The bacteriophage T7 helicase is a ring-shaped hexameric motor protein that unwinds double-stranded DNA during DNA replication and recombination. To accomplish this it couples energy from the nucleotide hydrolysis cycle to translocate along one of the DNA strands. Here, we combine computational biology with new biochemical measurements to infer the following properties of the T7 helicase: (1) all hexameric subunits are catalytic; (2) the mechanical movement along the DNA strand is driven by the binding transition of nucleotide into the catalytic site; (3) hydrolysis is coordinated between adjacent subunits that bind DNA; (4) the hydrolysis step changes the affinity of a subunit for DNA allowing passage of DNA from one subunit to the next. We construct a numerical optimization scheme to analyze transient and steady-state biochemical measurements to determine the rate constants for the hydrolysis cycle and determine the flux distribution through the reaction network. We find that, under physiological and experimental conditions, there is no dominant pathway; rather there is a distribution of pathways that varies with the ambient conditions. Our analysis methods provide a systematic procedure to study kinetic pathways of multi-subunit, multi-state cooperative enzymes.

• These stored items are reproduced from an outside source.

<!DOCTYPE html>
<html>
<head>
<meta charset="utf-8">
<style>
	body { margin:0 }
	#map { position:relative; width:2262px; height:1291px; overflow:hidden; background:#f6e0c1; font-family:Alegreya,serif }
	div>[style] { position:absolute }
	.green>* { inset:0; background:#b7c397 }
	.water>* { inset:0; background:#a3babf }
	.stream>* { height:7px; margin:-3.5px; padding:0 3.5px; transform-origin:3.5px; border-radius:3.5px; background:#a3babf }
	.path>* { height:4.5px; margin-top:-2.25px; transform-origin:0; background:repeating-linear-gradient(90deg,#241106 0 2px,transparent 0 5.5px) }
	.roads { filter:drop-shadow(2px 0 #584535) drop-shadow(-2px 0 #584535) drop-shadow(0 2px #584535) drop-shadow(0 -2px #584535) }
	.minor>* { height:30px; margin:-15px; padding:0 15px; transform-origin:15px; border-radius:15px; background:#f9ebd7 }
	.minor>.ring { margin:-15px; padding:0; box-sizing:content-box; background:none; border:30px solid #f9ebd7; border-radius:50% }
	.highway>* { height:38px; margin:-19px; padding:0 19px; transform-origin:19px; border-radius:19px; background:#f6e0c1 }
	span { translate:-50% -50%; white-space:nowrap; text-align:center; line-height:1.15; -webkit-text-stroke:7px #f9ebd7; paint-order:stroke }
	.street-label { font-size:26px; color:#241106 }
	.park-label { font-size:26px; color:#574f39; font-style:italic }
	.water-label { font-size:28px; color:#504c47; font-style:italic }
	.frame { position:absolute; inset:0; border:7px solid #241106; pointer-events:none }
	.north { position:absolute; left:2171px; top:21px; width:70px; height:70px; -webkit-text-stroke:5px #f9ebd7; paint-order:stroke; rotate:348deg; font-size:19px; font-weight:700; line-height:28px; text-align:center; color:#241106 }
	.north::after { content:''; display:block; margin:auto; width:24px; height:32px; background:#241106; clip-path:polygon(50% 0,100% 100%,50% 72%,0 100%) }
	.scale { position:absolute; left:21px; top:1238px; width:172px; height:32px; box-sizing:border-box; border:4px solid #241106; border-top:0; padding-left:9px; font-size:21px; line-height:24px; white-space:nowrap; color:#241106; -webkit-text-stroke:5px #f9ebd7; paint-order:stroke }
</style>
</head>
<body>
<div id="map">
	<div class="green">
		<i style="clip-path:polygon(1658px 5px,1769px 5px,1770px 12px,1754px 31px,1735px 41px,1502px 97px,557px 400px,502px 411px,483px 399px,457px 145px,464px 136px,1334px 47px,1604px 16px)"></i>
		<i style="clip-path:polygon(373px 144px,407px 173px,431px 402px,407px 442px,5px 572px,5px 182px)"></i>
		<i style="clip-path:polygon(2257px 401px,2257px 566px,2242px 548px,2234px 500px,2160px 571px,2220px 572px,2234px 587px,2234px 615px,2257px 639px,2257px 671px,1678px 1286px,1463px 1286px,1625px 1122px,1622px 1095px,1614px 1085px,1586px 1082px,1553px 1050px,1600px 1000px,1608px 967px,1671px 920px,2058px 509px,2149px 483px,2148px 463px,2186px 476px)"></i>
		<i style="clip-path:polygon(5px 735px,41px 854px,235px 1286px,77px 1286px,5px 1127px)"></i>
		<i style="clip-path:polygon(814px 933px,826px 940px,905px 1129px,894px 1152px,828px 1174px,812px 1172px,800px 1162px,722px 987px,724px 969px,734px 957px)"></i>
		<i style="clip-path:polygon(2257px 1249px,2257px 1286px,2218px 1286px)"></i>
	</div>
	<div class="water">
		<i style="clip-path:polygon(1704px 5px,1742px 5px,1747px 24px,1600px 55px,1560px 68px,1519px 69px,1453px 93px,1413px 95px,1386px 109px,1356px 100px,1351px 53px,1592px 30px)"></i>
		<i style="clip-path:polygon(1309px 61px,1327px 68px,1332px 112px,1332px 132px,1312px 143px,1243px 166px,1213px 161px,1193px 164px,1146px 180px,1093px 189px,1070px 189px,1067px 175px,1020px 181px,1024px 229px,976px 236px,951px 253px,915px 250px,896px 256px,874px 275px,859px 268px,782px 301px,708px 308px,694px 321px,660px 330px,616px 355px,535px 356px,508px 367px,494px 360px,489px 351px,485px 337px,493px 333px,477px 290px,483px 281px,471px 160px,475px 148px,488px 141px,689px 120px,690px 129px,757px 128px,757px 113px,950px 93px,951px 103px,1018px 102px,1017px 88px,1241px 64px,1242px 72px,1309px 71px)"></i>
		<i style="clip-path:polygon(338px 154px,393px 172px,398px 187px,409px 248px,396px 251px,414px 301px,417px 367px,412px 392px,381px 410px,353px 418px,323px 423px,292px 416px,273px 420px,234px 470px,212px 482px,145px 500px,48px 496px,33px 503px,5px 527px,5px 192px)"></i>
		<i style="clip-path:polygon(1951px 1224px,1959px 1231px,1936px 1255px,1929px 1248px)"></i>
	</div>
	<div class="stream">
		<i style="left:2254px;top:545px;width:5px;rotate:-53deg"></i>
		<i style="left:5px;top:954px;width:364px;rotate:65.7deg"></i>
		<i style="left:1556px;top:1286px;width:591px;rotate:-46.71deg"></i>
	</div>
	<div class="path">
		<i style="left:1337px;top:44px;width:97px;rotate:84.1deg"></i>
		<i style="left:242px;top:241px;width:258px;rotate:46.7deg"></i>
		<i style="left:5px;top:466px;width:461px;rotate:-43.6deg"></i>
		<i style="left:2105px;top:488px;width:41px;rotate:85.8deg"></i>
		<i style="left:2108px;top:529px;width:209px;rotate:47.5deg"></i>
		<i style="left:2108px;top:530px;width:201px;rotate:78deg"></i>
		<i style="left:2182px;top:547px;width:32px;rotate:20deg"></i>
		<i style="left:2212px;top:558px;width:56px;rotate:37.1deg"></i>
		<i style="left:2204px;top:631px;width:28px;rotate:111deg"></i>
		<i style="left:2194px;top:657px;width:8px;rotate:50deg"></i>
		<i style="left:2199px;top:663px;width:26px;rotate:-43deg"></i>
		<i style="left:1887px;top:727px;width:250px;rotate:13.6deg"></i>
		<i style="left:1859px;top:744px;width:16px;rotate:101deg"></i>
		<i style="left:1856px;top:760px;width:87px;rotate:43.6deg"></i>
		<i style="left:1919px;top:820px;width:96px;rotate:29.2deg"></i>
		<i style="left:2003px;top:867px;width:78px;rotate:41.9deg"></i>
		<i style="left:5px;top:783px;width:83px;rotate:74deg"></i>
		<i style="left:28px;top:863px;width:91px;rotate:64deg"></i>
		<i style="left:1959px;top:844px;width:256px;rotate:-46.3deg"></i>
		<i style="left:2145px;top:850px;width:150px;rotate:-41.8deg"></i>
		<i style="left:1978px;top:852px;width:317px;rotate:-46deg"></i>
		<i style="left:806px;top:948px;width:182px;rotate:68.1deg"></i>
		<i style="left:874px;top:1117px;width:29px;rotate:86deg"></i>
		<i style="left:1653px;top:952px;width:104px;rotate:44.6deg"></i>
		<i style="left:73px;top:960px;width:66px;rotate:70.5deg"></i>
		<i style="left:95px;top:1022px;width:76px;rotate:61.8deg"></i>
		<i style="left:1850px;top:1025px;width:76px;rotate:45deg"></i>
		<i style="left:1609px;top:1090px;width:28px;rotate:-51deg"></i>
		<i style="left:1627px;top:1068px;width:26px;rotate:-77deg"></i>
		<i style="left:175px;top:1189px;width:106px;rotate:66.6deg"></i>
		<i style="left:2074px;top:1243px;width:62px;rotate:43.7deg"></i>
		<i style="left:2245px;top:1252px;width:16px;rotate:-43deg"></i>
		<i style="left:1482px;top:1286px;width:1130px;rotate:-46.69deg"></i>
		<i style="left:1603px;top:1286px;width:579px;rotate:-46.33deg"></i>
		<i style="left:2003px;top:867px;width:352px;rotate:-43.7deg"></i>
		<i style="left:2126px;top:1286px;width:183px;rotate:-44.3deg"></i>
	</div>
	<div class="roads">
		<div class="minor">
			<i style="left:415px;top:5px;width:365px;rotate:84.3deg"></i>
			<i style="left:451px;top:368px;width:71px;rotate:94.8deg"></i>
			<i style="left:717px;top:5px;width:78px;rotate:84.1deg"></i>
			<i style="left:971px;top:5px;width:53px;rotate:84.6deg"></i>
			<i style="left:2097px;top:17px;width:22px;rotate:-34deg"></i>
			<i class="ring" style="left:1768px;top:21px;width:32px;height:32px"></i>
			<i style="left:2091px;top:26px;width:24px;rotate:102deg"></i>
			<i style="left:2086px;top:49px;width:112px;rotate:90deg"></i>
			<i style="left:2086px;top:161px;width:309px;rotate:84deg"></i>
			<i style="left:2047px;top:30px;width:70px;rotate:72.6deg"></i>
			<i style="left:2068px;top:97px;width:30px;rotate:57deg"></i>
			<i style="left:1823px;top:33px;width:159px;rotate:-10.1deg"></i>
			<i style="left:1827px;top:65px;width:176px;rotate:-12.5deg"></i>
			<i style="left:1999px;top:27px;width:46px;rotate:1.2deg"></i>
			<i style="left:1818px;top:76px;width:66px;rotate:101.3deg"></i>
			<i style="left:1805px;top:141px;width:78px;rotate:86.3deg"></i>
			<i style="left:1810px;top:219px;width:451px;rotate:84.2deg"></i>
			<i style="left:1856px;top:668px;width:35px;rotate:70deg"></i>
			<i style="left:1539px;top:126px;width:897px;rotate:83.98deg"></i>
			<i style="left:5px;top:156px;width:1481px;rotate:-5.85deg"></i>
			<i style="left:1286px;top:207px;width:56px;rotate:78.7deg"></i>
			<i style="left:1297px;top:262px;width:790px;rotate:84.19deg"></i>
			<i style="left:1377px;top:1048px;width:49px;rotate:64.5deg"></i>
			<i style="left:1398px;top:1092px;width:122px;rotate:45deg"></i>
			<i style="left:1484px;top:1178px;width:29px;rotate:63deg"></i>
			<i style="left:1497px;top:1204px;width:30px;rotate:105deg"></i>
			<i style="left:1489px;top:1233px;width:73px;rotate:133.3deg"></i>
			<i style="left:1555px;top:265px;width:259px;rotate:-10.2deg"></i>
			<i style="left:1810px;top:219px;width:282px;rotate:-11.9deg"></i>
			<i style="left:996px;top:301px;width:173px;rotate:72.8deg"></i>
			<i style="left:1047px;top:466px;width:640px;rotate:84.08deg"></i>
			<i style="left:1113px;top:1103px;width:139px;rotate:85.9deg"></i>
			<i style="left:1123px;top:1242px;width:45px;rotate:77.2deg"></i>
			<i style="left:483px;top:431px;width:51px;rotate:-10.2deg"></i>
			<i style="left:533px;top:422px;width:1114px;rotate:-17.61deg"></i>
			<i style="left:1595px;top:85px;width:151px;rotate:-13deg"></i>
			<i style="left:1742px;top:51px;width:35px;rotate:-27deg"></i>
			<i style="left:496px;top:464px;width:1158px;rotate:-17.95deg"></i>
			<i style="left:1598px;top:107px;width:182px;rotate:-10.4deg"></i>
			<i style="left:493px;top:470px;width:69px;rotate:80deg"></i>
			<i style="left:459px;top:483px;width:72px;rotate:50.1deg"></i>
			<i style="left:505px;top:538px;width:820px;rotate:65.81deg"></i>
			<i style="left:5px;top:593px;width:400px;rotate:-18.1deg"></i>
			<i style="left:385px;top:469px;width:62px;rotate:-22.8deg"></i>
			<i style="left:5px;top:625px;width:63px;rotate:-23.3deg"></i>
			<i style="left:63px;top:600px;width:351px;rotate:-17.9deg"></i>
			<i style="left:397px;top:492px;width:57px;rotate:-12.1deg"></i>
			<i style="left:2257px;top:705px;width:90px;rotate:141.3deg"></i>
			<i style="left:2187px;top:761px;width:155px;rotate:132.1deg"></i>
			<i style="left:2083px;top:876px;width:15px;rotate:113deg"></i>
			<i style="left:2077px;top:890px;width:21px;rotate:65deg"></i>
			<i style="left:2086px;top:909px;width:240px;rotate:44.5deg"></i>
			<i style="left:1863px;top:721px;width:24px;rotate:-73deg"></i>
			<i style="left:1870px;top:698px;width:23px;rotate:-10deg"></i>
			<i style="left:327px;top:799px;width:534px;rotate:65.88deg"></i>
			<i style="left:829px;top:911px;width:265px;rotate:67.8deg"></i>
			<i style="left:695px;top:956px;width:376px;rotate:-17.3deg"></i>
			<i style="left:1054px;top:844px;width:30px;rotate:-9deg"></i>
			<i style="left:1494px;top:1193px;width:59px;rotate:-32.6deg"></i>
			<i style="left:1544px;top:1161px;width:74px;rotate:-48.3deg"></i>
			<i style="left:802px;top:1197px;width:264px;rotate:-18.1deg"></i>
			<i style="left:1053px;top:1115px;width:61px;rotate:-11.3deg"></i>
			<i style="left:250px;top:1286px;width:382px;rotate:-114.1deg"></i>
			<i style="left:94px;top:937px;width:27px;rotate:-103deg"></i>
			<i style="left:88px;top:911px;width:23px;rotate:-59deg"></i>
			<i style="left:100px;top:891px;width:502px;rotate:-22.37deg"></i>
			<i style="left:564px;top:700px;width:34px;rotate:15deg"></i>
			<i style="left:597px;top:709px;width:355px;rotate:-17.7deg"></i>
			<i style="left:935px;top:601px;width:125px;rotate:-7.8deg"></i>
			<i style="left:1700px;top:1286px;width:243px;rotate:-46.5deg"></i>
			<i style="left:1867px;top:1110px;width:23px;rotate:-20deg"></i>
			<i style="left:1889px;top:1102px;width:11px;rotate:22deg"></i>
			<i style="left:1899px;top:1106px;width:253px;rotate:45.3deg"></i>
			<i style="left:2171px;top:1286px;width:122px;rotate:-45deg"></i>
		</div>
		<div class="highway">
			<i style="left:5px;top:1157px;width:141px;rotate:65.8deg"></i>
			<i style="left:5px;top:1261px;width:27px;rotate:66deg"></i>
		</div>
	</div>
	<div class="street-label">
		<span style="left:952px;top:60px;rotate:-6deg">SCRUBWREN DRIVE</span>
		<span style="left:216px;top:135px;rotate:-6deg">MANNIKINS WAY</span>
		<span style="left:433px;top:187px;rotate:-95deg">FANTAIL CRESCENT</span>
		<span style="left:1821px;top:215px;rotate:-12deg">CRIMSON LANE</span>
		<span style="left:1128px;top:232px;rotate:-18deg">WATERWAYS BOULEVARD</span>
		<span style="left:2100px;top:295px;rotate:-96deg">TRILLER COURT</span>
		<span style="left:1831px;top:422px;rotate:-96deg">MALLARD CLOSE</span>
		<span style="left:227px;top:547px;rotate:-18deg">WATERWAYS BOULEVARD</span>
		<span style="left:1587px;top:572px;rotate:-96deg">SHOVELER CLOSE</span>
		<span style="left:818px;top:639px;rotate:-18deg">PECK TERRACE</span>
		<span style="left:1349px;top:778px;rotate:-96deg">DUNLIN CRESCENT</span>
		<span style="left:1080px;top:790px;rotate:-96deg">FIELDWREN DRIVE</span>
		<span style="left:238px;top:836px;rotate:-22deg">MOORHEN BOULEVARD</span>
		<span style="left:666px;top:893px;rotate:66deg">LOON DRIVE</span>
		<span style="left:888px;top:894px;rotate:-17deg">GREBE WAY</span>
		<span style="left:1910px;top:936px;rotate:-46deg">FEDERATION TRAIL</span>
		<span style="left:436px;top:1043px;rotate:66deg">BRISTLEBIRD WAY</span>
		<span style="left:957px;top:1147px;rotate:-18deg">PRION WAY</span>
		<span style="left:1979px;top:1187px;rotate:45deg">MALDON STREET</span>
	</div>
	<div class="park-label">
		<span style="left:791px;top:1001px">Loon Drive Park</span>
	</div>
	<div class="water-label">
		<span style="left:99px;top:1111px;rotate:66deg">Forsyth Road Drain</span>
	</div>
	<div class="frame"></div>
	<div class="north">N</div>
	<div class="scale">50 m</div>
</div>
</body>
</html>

A Brownian motor mechanism of translocation and strand separation by hepatitis C virus helicase

Helicases translocate along their nucleic acid substrates using the energy of ATP hydrolysis and by changing conformations of their nucleic acid-binding sites. Our goal is to characterize the conformational changes of hepatitis C virus (HCV) helicase at different stages of ATPase cycle and to determine how they lead to translocation. We have reported that ATP binding reduces HCV helicase affinity for nucleic acid. Now we identify the stage of the ATPase cycle responsible for translocation and unwinding. We show that a rapid directional movement occurs upon helicase binding to DNA in the absence of ATP, resulting in opening of several base pairs. We propose that HCV helicase translocates as a Brownian motor with a simple two-stroke cycle. The directional movement step is fueled by single-stranded DNA binding energy while ATP binding allows for a brief period of random movement that prepares the helicase for the next cycle.